From the data below, retype exactly the lines starting with the one that contains "Task: What data" and ending with the one that contains "Instruction: Extract the structured data from the picture", both included.
** Input follows **
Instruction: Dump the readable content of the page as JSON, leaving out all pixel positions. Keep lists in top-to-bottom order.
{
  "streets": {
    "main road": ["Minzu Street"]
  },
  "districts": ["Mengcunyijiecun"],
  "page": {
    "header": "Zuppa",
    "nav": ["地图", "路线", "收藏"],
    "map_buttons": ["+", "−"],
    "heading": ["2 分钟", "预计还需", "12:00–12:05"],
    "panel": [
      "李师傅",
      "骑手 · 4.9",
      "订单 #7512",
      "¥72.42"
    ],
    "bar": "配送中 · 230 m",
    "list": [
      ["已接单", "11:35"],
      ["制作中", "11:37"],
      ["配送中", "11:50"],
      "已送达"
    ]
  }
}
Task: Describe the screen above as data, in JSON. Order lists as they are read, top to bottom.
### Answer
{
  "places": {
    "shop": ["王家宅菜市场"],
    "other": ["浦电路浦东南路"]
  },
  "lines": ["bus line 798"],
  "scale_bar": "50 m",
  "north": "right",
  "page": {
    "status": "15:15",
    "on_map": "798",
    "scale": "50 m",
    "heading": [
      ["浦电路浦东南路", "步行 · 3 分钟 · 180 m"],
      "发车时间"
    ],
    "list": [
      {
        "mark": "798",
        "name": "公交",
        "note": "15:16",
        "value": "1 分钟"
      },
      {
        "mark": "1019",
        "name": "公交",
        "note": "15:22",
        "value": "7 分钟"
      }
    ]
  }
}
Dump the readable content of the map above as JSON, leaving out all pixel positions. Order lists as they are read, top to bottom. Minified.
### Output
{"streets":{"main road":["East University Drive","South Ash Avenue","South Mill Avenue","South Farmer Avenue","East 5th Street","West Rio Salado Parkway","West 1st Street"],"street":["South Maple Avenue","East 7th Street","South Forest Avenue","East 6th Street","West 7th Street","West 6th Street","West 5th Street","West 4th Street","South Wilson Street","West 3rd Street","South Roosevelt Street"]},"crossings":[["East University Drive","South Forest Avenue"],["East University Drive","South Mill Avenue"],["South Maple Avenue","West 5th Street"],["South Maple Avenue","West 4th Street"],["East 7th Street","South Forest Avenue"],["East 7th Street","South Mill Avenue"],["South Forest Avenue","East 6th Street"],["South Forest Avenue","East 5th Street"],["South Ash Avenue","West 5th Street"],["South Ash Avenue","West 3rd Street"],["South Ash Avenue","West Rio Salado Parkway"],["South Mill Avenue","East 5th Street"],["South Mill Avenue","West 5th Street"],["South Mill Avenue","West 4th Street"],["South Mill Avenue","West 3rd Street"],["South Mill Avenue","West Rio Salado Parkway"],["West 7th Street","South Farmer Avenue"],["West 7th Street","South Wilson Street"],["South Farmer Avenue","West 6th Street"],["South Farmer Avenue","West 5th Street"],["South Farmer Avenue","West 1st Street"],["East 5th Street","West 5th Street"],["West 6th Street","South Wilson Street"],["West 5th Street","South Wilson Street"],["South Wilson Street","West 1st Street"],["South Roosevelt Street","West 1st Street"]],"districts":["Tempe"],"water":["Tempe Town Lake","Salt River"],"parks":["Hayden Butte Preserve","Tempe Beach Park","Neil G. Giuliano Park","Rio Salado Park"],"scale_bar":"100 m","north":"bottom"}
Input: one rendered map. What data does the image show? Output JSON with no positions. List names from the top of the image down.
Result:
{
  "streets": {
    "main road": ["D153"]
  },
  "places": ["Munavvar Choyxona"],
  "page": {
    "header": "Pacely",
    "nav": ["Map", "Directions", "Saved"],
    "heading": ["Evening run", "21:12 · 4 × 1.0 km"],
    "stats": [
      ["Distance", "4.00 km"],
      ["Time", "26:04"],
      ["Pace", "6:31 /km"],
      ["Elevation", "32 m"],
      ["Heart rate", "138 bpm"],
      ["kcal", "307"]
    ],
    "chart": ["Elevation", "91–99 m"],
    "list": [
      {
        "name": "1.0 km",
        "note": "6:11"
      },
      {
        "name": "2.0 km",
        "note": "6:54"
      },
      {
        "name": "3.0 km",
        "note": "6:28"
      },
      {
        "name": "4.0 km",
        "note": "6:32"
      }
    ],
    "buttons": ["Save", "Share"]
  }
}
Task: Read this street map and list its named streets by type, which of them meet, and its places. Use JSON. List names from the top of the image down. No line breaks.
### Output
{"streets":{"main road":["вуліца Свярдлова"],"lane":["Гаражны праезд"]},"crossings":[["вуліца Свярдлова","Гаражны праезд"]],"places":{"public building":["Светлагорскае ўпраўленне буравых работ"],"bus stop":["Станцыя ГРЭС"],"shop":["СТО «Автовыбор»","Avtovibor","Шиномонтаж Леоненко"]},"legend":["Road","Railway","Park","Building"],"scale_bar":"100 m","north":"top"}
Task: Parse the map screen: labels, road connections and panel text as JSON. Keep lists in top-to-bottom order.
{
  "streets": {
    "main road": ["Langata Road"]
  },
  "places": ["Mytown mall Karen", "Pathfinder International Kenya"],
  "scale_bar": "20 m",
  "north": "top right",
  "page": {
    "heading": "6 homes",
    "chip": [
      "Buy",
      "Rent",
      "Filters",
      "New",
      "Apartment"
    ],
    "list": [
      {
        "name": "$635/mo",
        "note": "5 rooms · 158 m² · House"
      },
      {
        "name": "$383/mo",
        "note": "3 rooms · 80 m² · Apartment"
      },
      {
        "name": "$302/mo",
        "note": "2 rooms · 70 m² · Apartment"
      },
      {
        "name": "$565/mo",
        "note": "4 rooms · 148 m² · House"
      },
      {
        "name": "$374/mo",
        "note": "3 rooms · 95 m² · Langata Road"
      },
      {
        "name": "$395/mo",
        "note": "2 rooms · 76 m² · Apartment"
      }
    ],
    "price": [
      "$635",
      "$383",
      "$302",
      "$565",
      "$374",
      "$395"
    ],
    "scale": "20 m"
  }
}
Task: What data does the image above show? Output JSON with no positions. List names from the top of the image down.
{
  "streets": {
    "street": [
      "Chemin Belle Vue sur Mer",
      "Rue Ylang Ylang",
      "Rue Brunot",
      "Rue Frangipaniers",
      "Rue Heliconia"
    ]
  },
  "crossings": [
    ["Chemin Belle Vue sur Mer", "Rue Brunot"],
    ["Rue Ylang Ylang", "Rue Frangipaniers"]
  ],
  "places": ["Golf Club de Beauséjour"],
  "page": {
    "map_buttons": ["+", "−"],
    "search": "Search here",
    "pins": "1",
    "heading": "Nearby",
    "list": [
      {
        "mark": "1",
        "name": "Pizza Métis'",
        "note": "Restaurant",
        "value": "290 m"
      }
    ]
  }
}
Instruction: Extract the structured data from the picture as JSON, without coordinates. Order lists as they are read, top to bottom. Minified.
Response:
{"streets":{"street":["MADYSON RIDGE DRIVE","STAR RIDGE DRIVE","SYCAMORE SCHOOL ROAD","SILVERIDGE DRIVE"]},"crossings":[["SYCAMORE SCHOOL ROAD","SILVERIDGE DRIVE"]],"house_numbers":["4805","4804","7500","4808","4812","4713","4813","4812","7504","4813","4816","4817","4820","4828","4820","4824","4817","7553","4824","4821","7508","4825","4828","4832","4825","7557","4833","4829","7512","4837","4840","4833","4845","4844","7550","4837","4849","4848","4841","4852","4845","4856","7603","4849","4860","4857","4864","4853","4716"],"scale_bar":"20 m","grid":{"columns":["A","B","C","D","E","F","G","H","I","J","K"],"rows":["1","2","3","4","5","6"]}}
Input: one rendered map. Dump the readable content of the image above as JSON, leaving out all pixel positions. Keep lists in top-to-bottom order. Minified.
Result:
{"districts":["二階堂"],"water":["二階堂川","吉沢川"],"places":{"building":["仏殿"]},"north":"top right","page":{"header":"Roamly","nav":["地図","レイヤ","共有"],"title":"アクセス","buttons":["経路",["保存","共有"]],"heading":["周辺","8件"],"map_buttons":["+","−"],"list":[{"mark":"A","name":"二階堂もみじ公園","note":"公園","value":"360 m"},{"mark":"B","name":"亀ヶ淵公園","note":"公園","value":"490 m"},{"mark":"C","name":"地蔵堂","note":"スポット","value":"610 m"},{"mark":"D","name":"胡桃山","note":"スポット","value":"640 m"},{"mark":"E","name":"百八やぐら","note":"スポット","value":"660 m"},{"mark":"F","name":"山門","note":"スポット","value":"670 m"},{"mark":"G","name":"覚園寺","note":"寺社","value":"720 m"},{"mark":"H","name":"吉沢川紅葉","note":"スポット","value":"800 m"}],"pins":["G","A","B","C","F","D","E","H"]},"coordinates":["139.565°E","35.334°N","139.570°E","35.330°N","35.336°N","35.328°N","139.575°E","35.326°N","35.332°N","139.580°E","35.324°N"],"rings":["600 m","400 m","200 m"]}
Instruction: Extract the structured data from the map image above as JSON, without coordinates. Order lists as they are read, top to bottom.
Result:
** End of Input **
* **Result of the exercise**
Task: What data does the image above show? Output JSON with no positions. List names from the top of the image down.
{
  "streets": {
    "street": [
      "Chemin Belle Vue sur Mer",
      "Rue Ylang Ylang",
      "Rue Brunot",
      "Rue Frangipaniers",
      "Rue Heliconia"
    ]
  },
  "crossings": [
    ["Chemin Belle Vue sur Mer", "Rue Brunot"],
    ["Rue Ylang Ylang", "Rue Frangipaniers"]
  ],
  "places": ["Golf Club de Beauséjour"],
  "page": {
    "map_buttons": ["+", "−"],
    "search": "Search here",
    "pins": "1",
    "heading": "Nearby",
    "list": [
      {
        "mark": "1",
        "name": "Pizza Métis'",
        "note": "Restaurant",
        "value": "290 m"
      }
    ]
  }
}
Instruction: Extract the structured data from the picture as JSON, without coordinates. Order lists as they are read, top to bottom. Minified.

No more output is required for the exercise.